I have a series of photographs of her claw marks, though I suspect not many would believe me if I showed them those pictures. When I revisit those photos, I hardly believe it myself! Not very long ago, my Mom started studying the violin, and Dad, as usual, practiced the mridangam. He would call me at work, once in a while, to complain about how terrible it sounded, “like a cat being tortured,” and that he had to get out of the house when she was at it, every afternoon, when it should have been time for his nap. My Dad and Incy share an intense love-hate relationship. I can understand how he felt.
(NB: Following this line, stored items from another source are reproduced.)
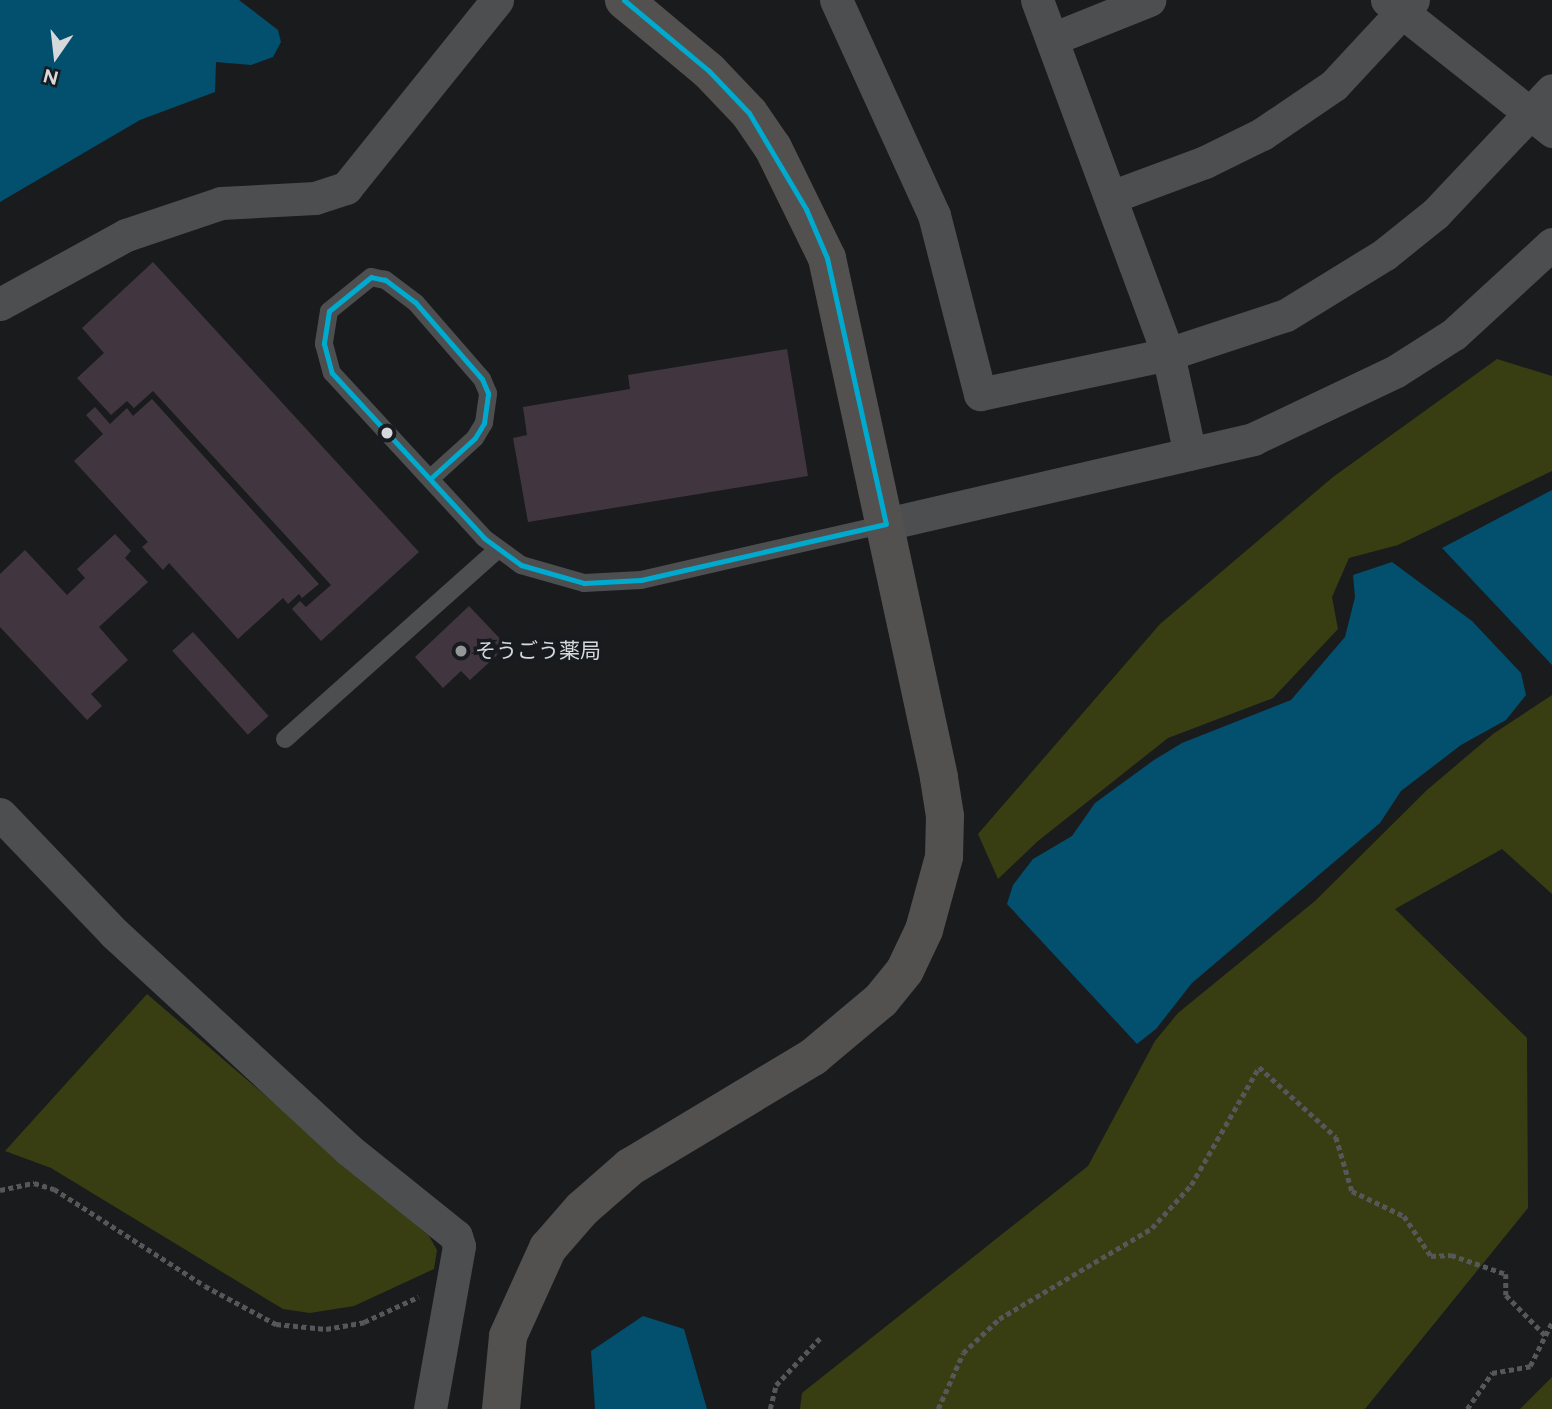 <!DOCTYPE html>
<meta charset="utf-8">
<style>
body{margin:0}
#map{position:relative;width:1552px;height:1409px;overflow:hidden;background:#191b1d;font-family:Figtree,"Noto Sans JP",sans-serif}
div>[style]{position:absolute}
[style*='--x']{left:calc(var(--x)*1px);top:calc(var(--y)*1px);width:calc(var(--w)*1px);rotate:calc(var(--a)*1deg)}
.green>*{inset:0;background:#383e11}
.water>*{inset:0;background:#034f6e}
.building>*{inset:0;background:#41363f;transform-origin:0 0}
.path>*{height:4.5px;margin-top:-2.25px;transform-origin:0;background:repeating-linear-gradient(90deg,#565758 0 5px,transparent 0 8.5px)}
.lane>*{height:18px;margin:-9px;padding:0 9px;transform-origin:9px;border-radius:9px;background:#4c4e4f}
.street>*{height:33px;margin:-16.5px;padding:0 16.5px;transform-origin:16.5px;border-radius:16.5px;background:#4c4e4f}
.secondary>*{height:38px;margin:-19px;padding:0 19px;transform-origin:19px;border-radius:19px;background:#525150}
.bus-1>*{height:5px;margin:-2.5px;padding:0 2.5px;transform-origin:2.5px;border-radius:2.5px;background:#00a9ce}
.dots>*{width:19px;height:19px;translate:-50% -50%;box-sizing:border-box;border:4px solid #171b1f;border-radius:50%}
span{translate:-50% -50%;white-space:nowrap;text-align:center;line-height:1.15;-webkit-text-stroke:7px #171b1f;paint-order:stroke}
.poi-label{font-size:21px;color:#d6d9db}
.left{translate:0 -50%;text-align:left}
.north{position:absolute;left:21px;top:21px;width:70px;height:70px;-webkit-text-stroke:5px #171b1f;paint-order:stroke;rotate:194deg;font-size:19px;font-weight:700;line-height:28px;text-align:center;color:#d6d9db}
.north::after{content:'';display:block;margin:auto;width:24px;height:32px;background:#d6d9db;clip-path:polygon(50% 0,100% 100%,50% 72%,0 100%)}
</style>
<div id="map">
<div class="green">
<div style="clip-path:polygon(1497px 359px,1552px 376px,1552px 471px,1398px 545px,1349px 558px,1332px 597px,1338px 629px,1273px 698px,1168px 738px,1038px 841px,998px 879px,978px 834px,1160px 624px,1333px 477px)"></div>
<div style="clip-path:polygon(1552px 695px,1552px 894px,1502px 849px,1395px 909px,1527px 1038px,1528px 1208px,1365px 1409px,800px 1409px,802px 1393px,1088px 1166px,1155px 1041px,1178px 1013px,1315px 901px,1427px 790px,1493px 734px)"></div>
<div style="clip-path:polygon(147px 994px,429px 1236px,437px 1250px,434px 1269px,354px 1306px,310px 1313px,283px 1309px,51px 1168px,5px 1151px)"></div>
<div style="clip-path:polygon(1552px 1377px,1552px 1409px,1520px 1409px)"></div>
</div>
<div class="water">
<div style="clip-path:polygon(0 0,239px 0,278px 30px,281px 42px,273px 57px,251px 65px,216px 62px,215px 92px,140px 120px,0 202px)"></div>
<div style="clip-path:polygon(1552px 490px,1552px 665px,1442px 548px)"></div>
<div style="clip-path:polygon(1392px 562px,1472px 621px,1521px 673px,1526px 695px,1506px 720px,1461px 745px,1401px 791px,1380px 823px,1192px 983px,1156px 1029px,1137px 1044px,1007px 904px,1013px 885px,1033px 859px,1072px 836px,1095px 803px,1154px 760px,1182px 743px,1291px 700px,1345px 637px,1355px 597px,1353px 575px)"></div>
<div style="clip-path:polygon(643px 1316px,684px 1329px,707px 1409px,595px 1409px,591px 1351px)"></div>
</div>
<div class="building">
<div style="clip-path:polygon(153px 262px,419px 552px,321px 641px,292px 609px,300px 601px,306px 607px,331px 585px,153px 391px,134px 408px,127px 401px,111px 415px,77px 378px,104px 353px,82px 328px)"></div>
<div style="clip-path:polygon(787px 349px,808px 476px,528px 522px,513px 438px,527px 435px,523px 407px,630px 389px,628px 375px)"></div>
<div style="clip-path:polygon(152px 399px,319px 584px,302px 598px,299px 594px,288px 604px,283px 598px,238px 639px,169px 563px,163px 570px,142px 547px,148px 542px,74px 461px,103px 434px,86px 415px,95px 407px,110px 424px,127px 408px,133px 416px)"></div>
<div style="clip-path:polygon(115px 534px,131px 551px,125px 558px,148px 582px,99px 627px,128px 660px,91px 694px,102px 706px,87px 720px,0 627px,0 574px,25px 550px,67px 595px,85px 578px,77px 569px)"></div>
<div style="clip-path:polygon(469px 606px,507px 646px,470px 680px,461px 671px,443px 688px,415px 657px)"></div>
<div style="left:193px;top:632px;width:113px;height:28px;rotate:48deg"></div>
</div>
<div class="path">
<div style="--x:0;--y:1190;--w:35;--a:-12"></div>
<div style="--x:34;--y:1183;--w:21;--a:17"></div>
<div style="--x:54;--y:1189;--w:179;--a:32.7"></div>
<div style="--x:205;--y:1286;--w:81;--a:28.2"></div>
<div style="--x:276;--y:1324;--w:50;--a:5.7"></div>
<div style="--x:326;--y:1329;--w:39;--a:-10"></div>
<div style="--x:364;--y:1322;--w:60;--a:-24.8"></div>
<div style="--x:770;--y:1409;--w:25;--a:-76"></div>
<div style="--x:776;--y:1385;--w:64;--a:-46.9"></div>
<div style="--x:938;--y:1409;--w:61;--a:-65.9"></div>
<div style="--x:963;--y:1353;--w:50;--a:-43.4"></div>
<div style="--x:999;--y:1319;--w:178;--a:-30.7"></div>
<div style="--x:1152;--y:1228;--w:58;--a:-47.8"></div>
<div style="--x:1191;--y:1185;--w:136;--a:-60"></div>
<div style="--x:1259;--y:1067;--w:104;--a:42.3"></div>
<div style="--x:1336;--y:1137;--w:56;--a:73.5"></div>
<div style="--x:1352;--y:1191;--w:58;--a:25.7"></div>
<div style="--x:1404;--y:1216;--w:48;--a:56"></div>
<div style="--x:1431;--y:1256;--w:20;--a:-3"></div>
<div style="--x:1451;--y:1255;--w:58;--a:19.1"></div>
<div style="--x:1506;--y:1274;--w:21;--a:90"></div>
<div style="--x:1506;--y:1295;--w:56;--a:45.7"></div>
<div style="--x:1467;--y:1409;--w:44;--a:-55.2"></div>
<div style="--x:1492;--y:1373;--w:39;--a:-10"></div>
<div style="--x:1530;--y:1366;--w:49;--a:-63.4"></div>
</div>
<div class="lane">
<div style="--x:431;--y:478;--w:59;--a:-42.3"></div>
<div style="--x:475;--y:438;--w:17;--a:-59"></div>
<div style="--x:484;--y:423;--w:30;--a:-82"></div>
<div style="--x:488;--y:393;--w:15;--a:-113"></div>
<div style="--x:482;--y:379;--w:101;--a:-131"></div>
<div style="--x:416;--y:303;--w:39;--a:-143"></div>
<div style="--x:385;--y:280;--w:14;--a:-168"></div>
<div style="--x:371;--y:277;--w:54;--a:141"></div>
<div style="--x:329;--y:311;--w:33;--a:99"></div>
<div style="--x:324;--y:344;--w:30;--a:75"></div>
<div style="--x:332;--y:373;--w:224;--a:47.3"></div>
<div style="--x:484;--y:538;--w:46;--a:36.1"></div>
<div style="--x:521;--y:565;--w:66;--a:15.9"></div>
<div style="--x:584;--y:583;--w:57;--a:-3"></div>
<div style="--x:641;--y:580;--w:251;--a:-12.9"></div>
<div style="--x:285;--y:739;--w:284;--a:-41.7"></div>
</div>
<div class="street">
<div style="--x:836;--y:0;--w:236;--a:65.5"></div>
<div style="--x:934;--y:215;--w:185;--a:75.6"></div>
<div style="--x:980;--y:394;--w:192;--a:-12"></div>
<div style="--x:1168;--y:354;--w:124;--a:-18.3"></div>
<div style="--x:1286;--y:315;--w:116;--a:-31.6"></div>
<div style="--x:1385;--y:254;--w:64;--a:-38.7"></div>
<div style="--x:1435;--y:214;--w:170;--a:-46.7"></div>
<div style="--x:1037;--y:0;--w:377;--a:69.7"></div>
<div style="--x:1168;--y:354;--w:102;--a:77.6"></div>
<div style="--x:1387;--y:0;--w:211;--a:38.4"></div>
<div style="--x:1052;--y:39;--w:105;--a:-21.9"></div>
<div style="--x:1111;--y:197;--w:100;--a:-20.4"></div>
<div style="--x:1205;--y:162;--w:64;--a:-26.2"></div>
<div style="--x:1262;--y:134;--w:87;--a:-34.2"></div>
<div style="--x:1334;--y:85;--w:116;--a:-47.1"></div>
<div style="--x:0;--y:304;--w:144;--a:-28.7"></div>
<div style="--x:126;--y:235;--w:100;--a:-18.6"></div>
<div style="--x:221;--y:203;--w:94;--a:-3"></div>
<div style="--x:315;--y:198;--w:33;--a:-18"></div>
<div style="--x:346;--y:188;--w:241;--a:-51.2"></div>
<div style="--x:886;--y:524;--w:377;--a:-13"></div>
<div style="--x:1253;--y:439;--w:158;--a:-25.4"></div>
<div style="--x:1396;--y:371;--w:69;--a:-32.5"></div>
<div style="--x:1454;--y:334;--w:133;--a:-42.6"></div>
<div style="--x:0;--y:814;--w:165;--a:46.2"></div>
<div style="--x:114;--y:933;--w:320;--a:42.7"></div>
<div style="--x:349;--y:1150;--w:137;--a:38.8"></div>
<div style="--x:456;--y:1236;--w:10;--a:73"></div>
<div style="--x:459;--y:1246;--w:166;--a:100.1"></div>
</div>
<div class="secondary">
<div style="--x:501;--y:1409;--w:73;--a:-84.5"></div>
<div style="--x:508;--y:1336;--w:97;--a:-65.6"></div>
<div style="--x:548;--y:1248;--w:52;--a:-48.9"></div>
<div style="--x:582;--y:1209;--w:64;--a:-41.2"></div>
<div style="--x:630;--y:1167;--w:214;--a:-31"></div>
<div style="--x:813;--y:1057;--w:89;--a:-40"></div>
<div style="--x:881;--y:1000;--w:38;--a:-51"></div>
<div style="--x:905;--y:970;--w:44;--a:-64.6"></div>
<div style="--x:924;--y:930;--w:76;--a:-74.7"></div>
<div style="--x:944;--y:857;--w:41;--a:-88.6"></div>
<div style="--x:945;--y:816;--w:39;--a:-99"></div>
<div style="--x:939;--y:777;--w:531;--a:-102.18"></div>
<div style="--x:827;--y:258;--w:123;--a:-116.1"></div>
<div style="--x:773;--y:148;--w:42;--a:-124.4"></div>
<div style="--x:749;--y:113;--w:58;--a:-133.6"></div>
<div style="--x:709;--y:71;--w:111;--a:-140.1"></div>
</div>
<div class="bus-1">
<div style="--x:624;--y:0;--w:111;--a:39.9"></div>
<div style="--x:709;--y:71;--w:58;--a:46.4"></div>
<div style="--x:749;--y:113;--w:112;--a:59.3"></div>
<div style="--x:806;--y:209;--w:53;--a:66.8"></div>
<div style="--x:827;--y:258;--w:272;--a:77.5"></div>
<div style="--x:431;--y:478;--w:59;--a:-42.3"></div>
<div style="--x:475;--y:438;--w:17;--a:-59"></div>
<div style="--x:484;--y:423;--w:30;--a:-82"></div>
<div style="--x:488;--y:393;--w:15;--a:-113"></div>
<div style="--x:482;--y:379;--w:101;--a:-131"></div>
<div style="--x:416;--y:303;--w:39;--a:-143"></div>
<div style="--x:385;--y:280;--w:14;--a:-168"></div>
<div style="--x:371;--y:277;--w:54;--a:141"></div>
<div style="--x:329;--y:311;--w:33;--a:99"></div>
<div style="--x:324;--y:344;--w:30;--a:75"></div>
<div style="--x:332;--y:373;--w:224;--a:47.3"></div>
<div style="--x:484;--y:538;--w:46;--a:36.1"></div>
<div style="--x:521;--y:565;--w:66;--a:15.9"></div>
<div style="--x:584;--y:583;--w:57;--a:-3"></div>
<div style="--x:641;--y:580;--w:251;--a:-12.9"></div>
</div>
<div class="dots">
<div style="left:387px;top:433px;background:#d6d9db"></div>
<div style="left:461px;top:651px;background:#949698"></div>
</div>
<div class="poi-label">
<span class="left" style="left:475px;top:651px">そうごう薬局</span>
</div>
<div class="north">N</div>
</div>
Mom, on the other hand, would call up to grumble about how inconsiderate he could be, starting with his mridangam at 5:00am, on the bed, right beside her. Sometimes, she said, she heard the horrible thing in her head through the day. They’ve been married for fifty years. I have still life photos of his mridangams carefully placed next to his ghatams, and my Mom’s violin and bow carelessly strewn on the bed. Those photos are not bad. They just don’t seem right, though. Perhaps, I should have used film (the medium is the message, and all that). But that’s not it either. I need to dig deeper to find my frames. Incy, peculiarly enough, can sleep through an earthquake, which I think is very strange for a cat.

There are photographs that I am happy about. The birth of my daughter. The priceless reactions of the grandparents, when they met her for the very first time outside the delivery room. My wife, fast asleep, curly hair all askew. And posed group photos, perfectly lit with a touch of flash for that sparkle in the eyes while retaining the ambient mood, made with a DSLR, balanced to get the details. Family group photographs do not sound like much, but they are becoming quite rare, if you think about it. I normally make over a dozen frames, including ones where everyone does something absolutely mad. They all become a part of my Google Photos timeline. An unexpected benefit has been the animated GIFs that get created automatically. I share them and get a few laughs in return. I quite like that.

It is not particularly easy to have a deeply profound vision about photographing one’s home and family. And this is one of the reasons why I respect the works of all the photographers featured in this issue. Yet, I also believe that, at some level, it is not all that critical to find that vision. But it is important to start shooting, and have fun while doing it.